Heads were scratched. The workforce was often a fluid one. Men would leave if they received a better offer from another foreman. Or they would simply disappear.
“Joey, maybe.”
“No, Joey was in yesterday. He had busted his toe,” said a man with a voice that sounded much like Breen’s father’s. “That’s why he’d gone a bit quiet.”
“Are you a Kerry man?”
“God sakes no. I’m from Cork.”
“Close.”
“That’s libelous talk.” The man’s smile showed broken teeth. High above them a crane dangled a great wing of precast concrete.
“Detective Sergeant Breen. Is that an Irish name?”
“My father was from Tralee.”
“And you’re a policeman now? Oh God. There’s hope for us all.”
He wanted to say his father had been a builder too. Instead he asked, “How big is this one going to be?”
“Eighteen floors,” said the man. “Four flats on each floor. Seventy-two homes on as much land as it takes to keep a horse.”
“If it was you, Spanky, you’d take one of those flats and keep a horse in it too, I expect.”
“Now how would I get it in the lift?”
“What about Paudie?” said another voice.
“You could lure it in with a lump of sugar.”
“Paudie? No. He’s working over Hammersmith this week, I believe.”
“Working? When did they start to call what Paudie did work?”
“It would have to be a fuckin’ big lump of sugar to get a horse into that tiny lift.”
“Is it a missing man you’re after looking for?”
“We have found some remains of a man. We can’t identify him.”
“God there. That’s no good.”
“Poor bastard.”
Breen nodded.
“And you think it may be an Irishman?”
“Maybe.”
“Why not? The odds are great, I would say.”
The Cork man took off his red woolen hat and rubbed his thinning hair. “The unfortunate truth of it is, nobody would really mind a fuck if any of us went missing, ’cept for the publicans,” and he spoke with such a sudden sadness in his voice that all the big men around him were quiet for a second.
Until one of them said, “Speak for yourself, you cunt.” And they all started laughing again, louder than before, as if they were all really having a great time.
For a while he stayed there and watched the crane swing the huge hunks of concrete skywards. He wished he had asked his father which buildings he had made. It would have been good, seeing them still standing and knowing that his father had built them.

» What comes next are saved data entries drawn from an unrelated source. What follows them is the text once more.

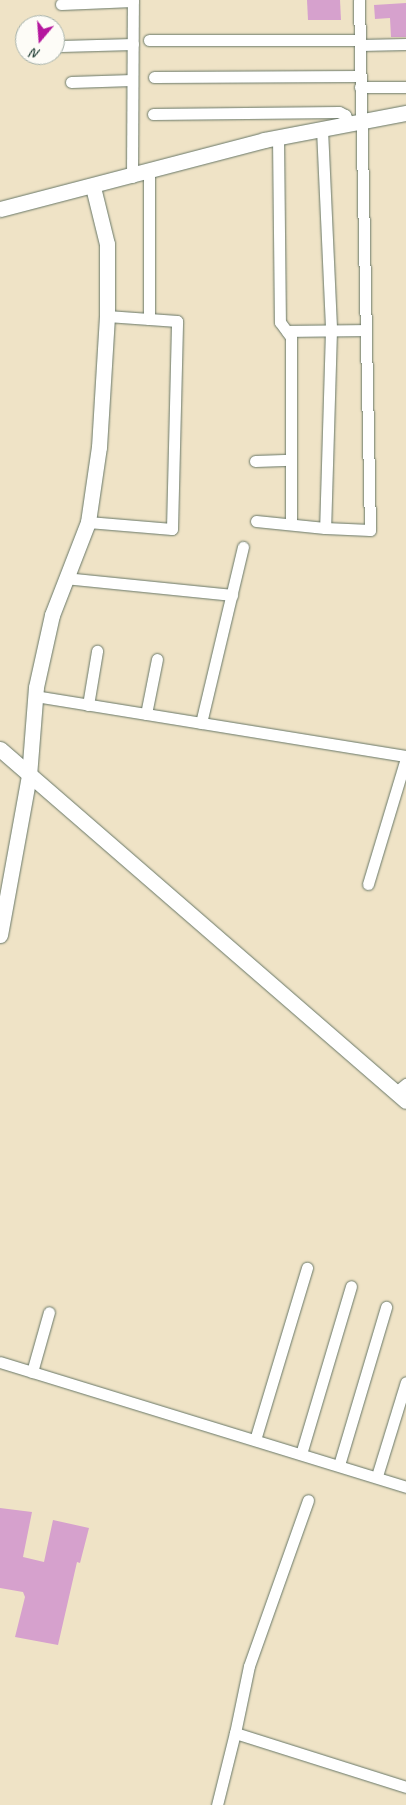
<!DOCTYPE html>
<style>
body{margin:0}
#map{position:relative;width:406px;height:1805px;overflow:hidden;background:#efe3c6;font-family:Caveat,sans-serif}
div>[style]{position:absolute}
.building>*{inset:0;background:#d6a1cd}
.roads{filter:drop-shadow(0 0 1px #687767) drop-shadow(0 0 1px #687767)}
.minor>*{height:11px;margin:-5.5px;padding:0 5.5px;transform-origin:5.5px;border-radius:5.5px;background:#fff}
.tertiary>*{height:15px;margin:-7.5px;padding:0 7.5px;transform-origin:7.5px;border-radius:7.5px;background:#fff}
span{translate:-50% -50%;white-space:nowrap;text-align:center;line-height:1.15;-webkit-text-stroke:5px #fdfcf7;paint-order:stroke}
.north{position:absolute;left:15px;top:15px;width:50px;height:50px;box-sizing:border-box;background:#fdfcf7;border:1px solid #a4b0a9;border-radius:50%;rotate:198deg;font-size:14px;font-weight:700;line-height:20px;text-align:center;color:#1f3d34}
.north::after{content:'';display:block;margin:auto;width:18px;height:22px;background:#b5179e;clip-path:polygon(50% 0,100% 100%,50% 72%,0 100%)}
</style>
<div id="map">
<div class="building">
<div style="clip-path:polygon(307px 0,340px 0,341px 20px,308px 20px)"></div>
<div style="clip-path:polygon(406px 3px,406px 37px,391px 37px,390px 18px,375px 19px,374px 5px)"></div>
<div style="clip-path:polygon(0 1508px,32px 1512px,23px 1557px,44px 1562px,53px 1520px,89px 1528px,80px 1563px,77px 1562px,58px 1645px,15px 1637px,25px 1597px,23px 1592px,0 1588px)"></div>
</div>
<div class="roads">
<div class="minor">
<div style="left:61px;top:4px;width:72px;rotate:-2.4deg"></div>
<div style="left:149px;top:40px;width:211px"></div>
<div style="left:360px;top:45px;width:46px;rotate:-1.2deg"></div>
<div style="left:61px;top:46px;width:72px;rotate:-1.6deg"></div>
<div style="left:154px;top:77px;width:206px;rotate:-0.3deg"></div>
<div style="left:71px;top:82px;width:61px;rotate:-1.9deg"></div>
<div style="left:360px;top:87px;width:46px"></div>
<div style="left:153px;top:114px;width:186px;rotate:-0.6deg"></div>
<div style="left:339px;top:112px;width:7px;rotate:27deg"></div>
<div style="left:345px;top:115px;width:10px;rotate:66deg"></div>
<div style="left:322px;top:129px;width:201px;rotate:87.4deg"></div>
<div style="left:331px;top:330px;width:198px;rotate:91.7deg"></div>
<div style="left:325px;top:528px;width:45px;rotate:2.5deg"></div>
<div style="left:370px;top:530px;width:530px;rotate:-91.19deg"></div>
<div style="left:278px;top:137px;width:185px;rotate:89.4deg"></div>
<div style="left:280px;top:322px;width:19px;rotate:54deg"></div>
<div style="left:291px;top:337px;width:187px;rotate:90deg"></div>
<div style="left:132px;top:177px;width:177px;rotate:-89.7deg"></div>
<div style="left:107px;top:316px;width:42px;rotate:4.1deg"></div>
<div style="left:149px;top:319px;width:147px;rotate:-90deg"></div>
<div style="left:287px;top:331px;width:78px;rotate:-0.7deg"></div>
<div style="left:255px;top:461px;width:36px;rotate:-2deg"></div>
<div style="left:256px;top:521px;width:69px;rotate:5.8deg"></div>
<div style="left:88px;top:522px;width:84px;rotate:4.8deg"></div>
<div style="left:172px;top:529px;width:208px;rotate:-88.6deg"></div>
<div style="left:177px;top:321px;width:28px;rotate:-176deg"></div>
<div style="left:65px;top:578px;width:168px;rotate:5.8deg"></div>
<div style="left:35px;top:696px;width:376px;rotate:9.2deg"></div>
<div style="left:88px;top:705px;width:55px;rotate:-80.5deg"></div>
<div style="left:146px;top:714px;width:56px;rotate:-78.7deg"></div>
<div style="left:201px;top:723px;width:181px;rotate:-76.6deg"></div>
<div style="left:368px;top:884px;width:132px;rotate:-73.2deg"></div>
<div style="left:396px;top:1092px;width:13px;rotate:-39deg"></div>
<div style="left:0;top:1362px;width:425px;rotate:17.1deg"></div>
<div style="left:32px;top:1372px;width:62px;rotate:-74.2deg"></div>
<div style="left:255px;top:1440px;width:180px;rotate:-73.2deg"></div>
<div style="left:301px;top:1454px;width:175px;rotate:-73.4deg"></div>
<div style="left:339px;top:1465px;width:165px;rotate:-73.4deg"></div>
<div style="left:377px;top:1476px;width:98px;rotate:-72.9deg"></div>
<div style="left:235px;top:1733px;width:68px;rotate:-78.2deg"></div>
<div style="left:249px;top:1666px;width:176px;rotate:-70.4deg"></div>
<div style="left:217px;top:1805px;width:74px;rotate:-76deg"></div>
<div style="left:235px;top:1733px;width:179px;rotate:17.5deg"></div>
</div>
<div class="tertiary">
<div style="left:0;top:209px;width:273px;rotate:-14.6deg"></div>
<div style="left:264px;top:140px;width:145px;rotate:-10.8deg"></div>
<div style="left:0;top:749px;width:537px;rotate:40.93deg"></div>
<div style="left:0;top:935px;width:162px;rotate:-79.7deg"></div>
<div style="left:29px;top:776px;width:89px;rotate:-85.5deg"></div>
<div style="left:36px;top:687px;width:74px;rotate:-77.5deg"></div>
<div style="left:52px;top:615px;width:100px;rotate:-68.8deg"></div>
<div style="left:88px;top:522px;width:76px;rotate:-81.7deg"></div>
<div style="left:99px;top:447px;width:131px;rotate:-86.5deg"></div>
<div style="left:107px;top:316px;width:72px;rotate:-90deg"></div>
<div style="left:107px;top:244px;width:59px;rotate:-103.8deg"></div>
</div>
</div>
<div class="north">N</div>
</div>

That night he pulled out his father’s address book. It had lain untouched for the last couple of years in the drawer beside his bed. It was a small one, the black leather worn and cracked, bought from Boots years ago. His father had been a quiet man; he had not had many friends. Though he had worked with them on the building sites, he had not liked the younger Irishmen who had arrived in waves in the ’50s. He had thought them too loud and wild.
The entries were made in his neat, elaborate handwriting, learned in some small schoolhouse in Kerry. Some names, those with whom he’d lost touch or who had died, had been crossed out. A couple of those Breen recognized he copied into his address book; his handwriting was so different from his father’s.